Work to complete
Return every line from the records below that has the word "this".

(Saved data entries)

○ ○ ○ ○

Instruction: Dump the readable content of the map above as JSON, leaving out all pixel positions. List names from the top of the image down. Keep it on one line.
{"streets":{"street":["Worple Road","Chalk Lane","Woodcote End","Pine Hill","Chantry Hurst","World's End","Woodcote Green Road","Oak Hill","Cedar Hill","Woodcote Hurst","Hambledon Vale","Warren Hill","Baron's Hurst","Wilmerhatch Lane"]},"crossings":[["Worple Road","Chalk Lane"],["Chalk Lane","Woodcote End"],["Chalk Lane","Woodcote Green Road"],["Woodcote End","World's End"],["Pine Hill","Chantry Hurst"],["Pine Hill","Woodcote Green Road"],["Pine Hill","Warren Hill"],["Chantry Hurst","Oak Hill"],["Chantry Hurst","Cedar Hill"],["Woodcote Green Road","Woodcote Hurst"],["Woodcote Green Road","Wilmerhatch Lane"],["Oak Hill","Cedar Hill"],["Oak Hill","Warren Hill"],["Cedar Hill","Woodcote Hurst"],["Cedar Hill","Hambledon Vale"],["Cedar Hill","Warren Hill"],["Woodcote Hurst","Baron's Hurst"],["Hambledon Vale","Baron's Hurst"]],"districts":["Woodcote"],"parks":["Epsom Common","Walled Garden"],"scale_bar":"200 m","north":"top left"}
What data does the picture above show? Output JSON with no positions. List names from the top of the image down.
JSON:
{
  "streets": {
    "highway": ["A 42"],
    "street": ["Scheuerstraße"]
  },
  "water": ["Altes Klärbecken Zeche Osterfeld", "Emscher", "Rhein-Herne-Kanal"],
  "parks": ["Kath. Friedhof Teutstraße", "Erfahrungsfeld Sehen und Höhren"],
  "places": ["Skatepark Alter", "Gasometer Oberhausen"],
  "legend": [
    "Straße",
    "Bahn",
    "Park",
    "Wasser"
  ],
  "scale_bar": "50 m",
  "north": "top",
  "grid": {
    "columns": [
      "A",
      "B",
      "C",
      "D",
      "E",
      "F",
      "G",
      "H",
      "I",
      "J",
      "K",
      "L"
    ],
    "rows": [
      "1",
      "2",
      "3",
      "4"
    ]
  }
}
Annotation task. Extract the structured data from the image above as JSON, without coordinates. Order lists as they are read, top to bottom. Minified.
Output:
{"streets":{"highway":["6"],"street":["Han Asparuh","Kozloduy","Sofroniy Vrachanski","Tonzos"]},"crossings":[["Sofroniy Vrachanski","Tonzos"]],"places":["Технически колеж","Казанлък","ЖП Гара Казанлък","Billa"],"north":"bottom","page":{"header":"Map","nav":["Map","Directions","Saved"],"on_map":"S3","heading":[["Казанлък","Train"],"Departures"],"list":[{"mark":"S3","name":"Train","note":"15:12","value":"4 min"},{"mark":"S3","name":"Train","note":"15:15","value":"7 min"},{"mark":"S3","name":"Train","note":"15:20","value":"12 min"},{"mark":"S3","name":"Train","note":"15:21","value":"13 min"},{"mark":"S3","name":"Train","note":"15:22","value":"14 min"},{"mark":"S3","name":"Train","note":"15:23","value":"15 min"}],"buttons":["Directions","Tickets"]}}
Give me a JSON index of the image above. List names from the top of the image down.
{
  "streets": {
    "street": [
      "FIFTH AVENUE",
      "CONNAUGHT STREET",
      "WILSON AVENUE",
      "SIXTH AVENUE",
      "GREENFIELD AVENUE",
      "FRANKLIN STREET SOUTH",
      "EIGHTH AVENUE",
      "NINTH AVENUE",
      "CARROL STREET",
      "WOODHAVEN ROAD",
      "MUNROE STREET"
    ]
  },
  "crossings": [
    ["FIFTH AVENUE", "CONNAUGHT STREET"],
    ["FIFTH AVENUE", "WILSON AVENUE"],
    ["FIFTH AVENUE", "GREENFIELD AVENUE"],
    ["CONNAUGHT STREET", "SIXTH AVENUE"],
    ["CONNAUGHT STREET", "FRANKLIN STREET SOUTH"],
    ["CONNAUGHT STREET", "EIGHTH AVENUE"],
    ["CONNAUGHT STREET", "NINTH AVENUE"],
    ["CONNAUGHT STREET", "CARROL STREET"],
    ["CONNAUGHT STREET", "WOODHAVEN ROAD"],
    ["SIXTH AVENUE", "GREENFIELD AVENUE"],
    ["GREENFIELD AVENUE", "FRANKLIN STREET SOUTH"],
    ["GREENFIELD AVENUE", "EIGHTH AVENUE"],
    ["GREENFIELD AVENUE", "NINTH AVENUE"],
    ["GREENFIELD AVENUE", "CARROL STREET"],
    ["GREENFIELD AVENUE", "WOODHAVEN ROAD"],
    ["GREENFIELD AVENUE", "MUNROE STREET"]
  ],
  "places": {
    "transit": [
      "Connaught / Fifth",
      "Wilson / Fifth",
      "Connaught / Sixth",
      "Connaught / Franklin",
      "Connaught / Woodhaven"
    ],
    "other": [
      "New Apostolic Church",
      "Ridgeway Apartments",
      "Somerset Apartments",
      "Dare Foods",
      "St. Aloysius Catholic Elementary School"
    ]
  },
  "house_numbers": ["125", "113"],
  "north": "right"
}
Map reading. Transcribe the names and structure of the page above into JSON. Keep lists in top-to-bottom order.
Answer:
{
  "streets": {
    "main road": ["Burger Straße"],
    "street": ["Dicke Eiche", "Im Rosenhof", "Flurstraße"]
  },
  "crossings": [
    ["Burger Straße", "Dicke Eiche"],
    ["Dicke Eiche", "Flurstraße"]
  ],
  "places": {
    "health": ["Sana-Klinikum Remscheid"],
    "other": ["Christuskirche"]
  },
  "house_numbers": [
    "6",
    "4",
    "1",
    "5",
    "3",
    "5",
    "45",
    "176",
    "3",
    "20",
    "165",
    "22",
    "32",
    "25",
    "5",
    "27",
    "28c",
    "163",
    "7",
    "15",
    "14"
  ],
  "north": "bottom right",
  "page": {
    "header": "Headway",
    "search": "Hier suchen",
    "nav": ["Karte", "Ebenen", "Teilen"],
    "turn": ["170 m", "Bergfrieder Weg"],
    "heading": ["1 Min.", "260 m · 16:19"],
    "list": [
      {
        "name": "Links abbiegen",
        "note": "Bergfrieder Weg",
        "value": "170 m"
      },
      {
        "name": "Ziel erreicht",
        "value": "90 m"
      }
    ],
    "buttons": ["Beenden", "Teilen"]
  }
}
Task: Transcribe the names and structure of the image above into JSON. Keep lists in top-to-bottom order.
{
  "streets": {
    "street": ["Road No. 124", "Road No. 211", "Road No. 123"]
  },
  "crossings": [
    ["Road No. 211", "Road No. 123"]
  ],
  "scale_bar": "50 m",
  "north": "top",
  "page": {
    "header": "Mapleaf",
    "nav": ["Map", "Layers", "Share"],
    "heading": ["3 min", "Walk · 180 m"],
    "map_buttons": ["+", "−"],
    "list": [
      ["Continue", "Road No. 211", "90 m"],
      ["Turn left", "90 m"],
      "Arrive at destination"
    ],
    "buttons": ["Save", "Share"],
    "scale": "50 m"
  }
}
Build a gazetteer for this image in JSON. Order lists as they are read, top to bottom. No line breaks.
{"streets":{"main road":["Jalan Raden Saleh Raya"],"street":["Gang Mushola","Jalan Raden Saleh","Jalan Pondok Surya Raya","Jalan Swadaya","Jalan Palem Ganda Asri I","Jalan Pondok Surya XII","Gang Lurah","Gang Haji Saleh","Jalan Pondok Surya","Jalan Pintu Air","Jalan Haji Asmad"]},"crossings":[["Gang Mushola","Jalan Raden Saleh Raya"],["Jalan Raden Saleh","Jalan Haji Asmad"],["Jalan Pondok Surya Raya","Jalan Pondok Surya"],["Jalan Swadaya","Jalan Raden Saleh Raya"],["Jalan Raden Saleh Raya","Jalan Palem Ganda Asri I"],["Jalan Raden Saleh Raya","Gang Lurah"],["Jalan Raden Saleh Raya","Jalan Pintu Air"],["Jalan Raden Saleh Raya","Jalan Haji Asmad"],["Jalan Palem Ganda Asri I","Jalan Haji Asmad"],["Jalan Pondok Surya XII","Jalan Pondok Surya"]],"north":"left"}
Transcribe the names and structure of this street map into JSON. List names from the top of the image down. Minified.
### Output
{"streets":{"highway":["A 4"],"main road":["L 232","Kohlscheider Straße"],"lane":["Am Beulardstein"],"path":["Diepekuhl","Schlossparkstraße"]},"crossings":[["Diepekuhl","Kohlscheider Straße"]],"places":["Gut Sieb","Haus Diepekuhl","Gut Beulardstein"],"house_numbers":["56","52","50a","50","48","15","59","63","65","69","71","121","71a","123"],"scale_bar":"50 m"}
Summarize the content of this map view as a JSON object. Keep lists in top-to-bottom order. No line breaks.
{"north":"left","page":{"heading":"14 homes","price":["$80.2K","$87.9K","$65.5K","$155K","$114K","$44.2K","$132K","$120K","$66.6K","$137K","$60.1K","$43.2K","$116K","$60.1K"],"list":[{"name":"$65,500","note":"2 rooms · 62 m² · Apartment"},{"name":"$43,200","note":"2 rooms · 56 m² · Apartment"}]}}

○ ○ ○ ○

Response to the exercise
Build a gazetteer for this image in JSON. Order lists as they are read, top to bottom. No line breaks.
Transcribe the names and structure of this street map into JSON. List names from the top of the image down. Minified.
Summarize the content of this map view as a JSON object. Keep lists in top-to-bottom order. No line breaks.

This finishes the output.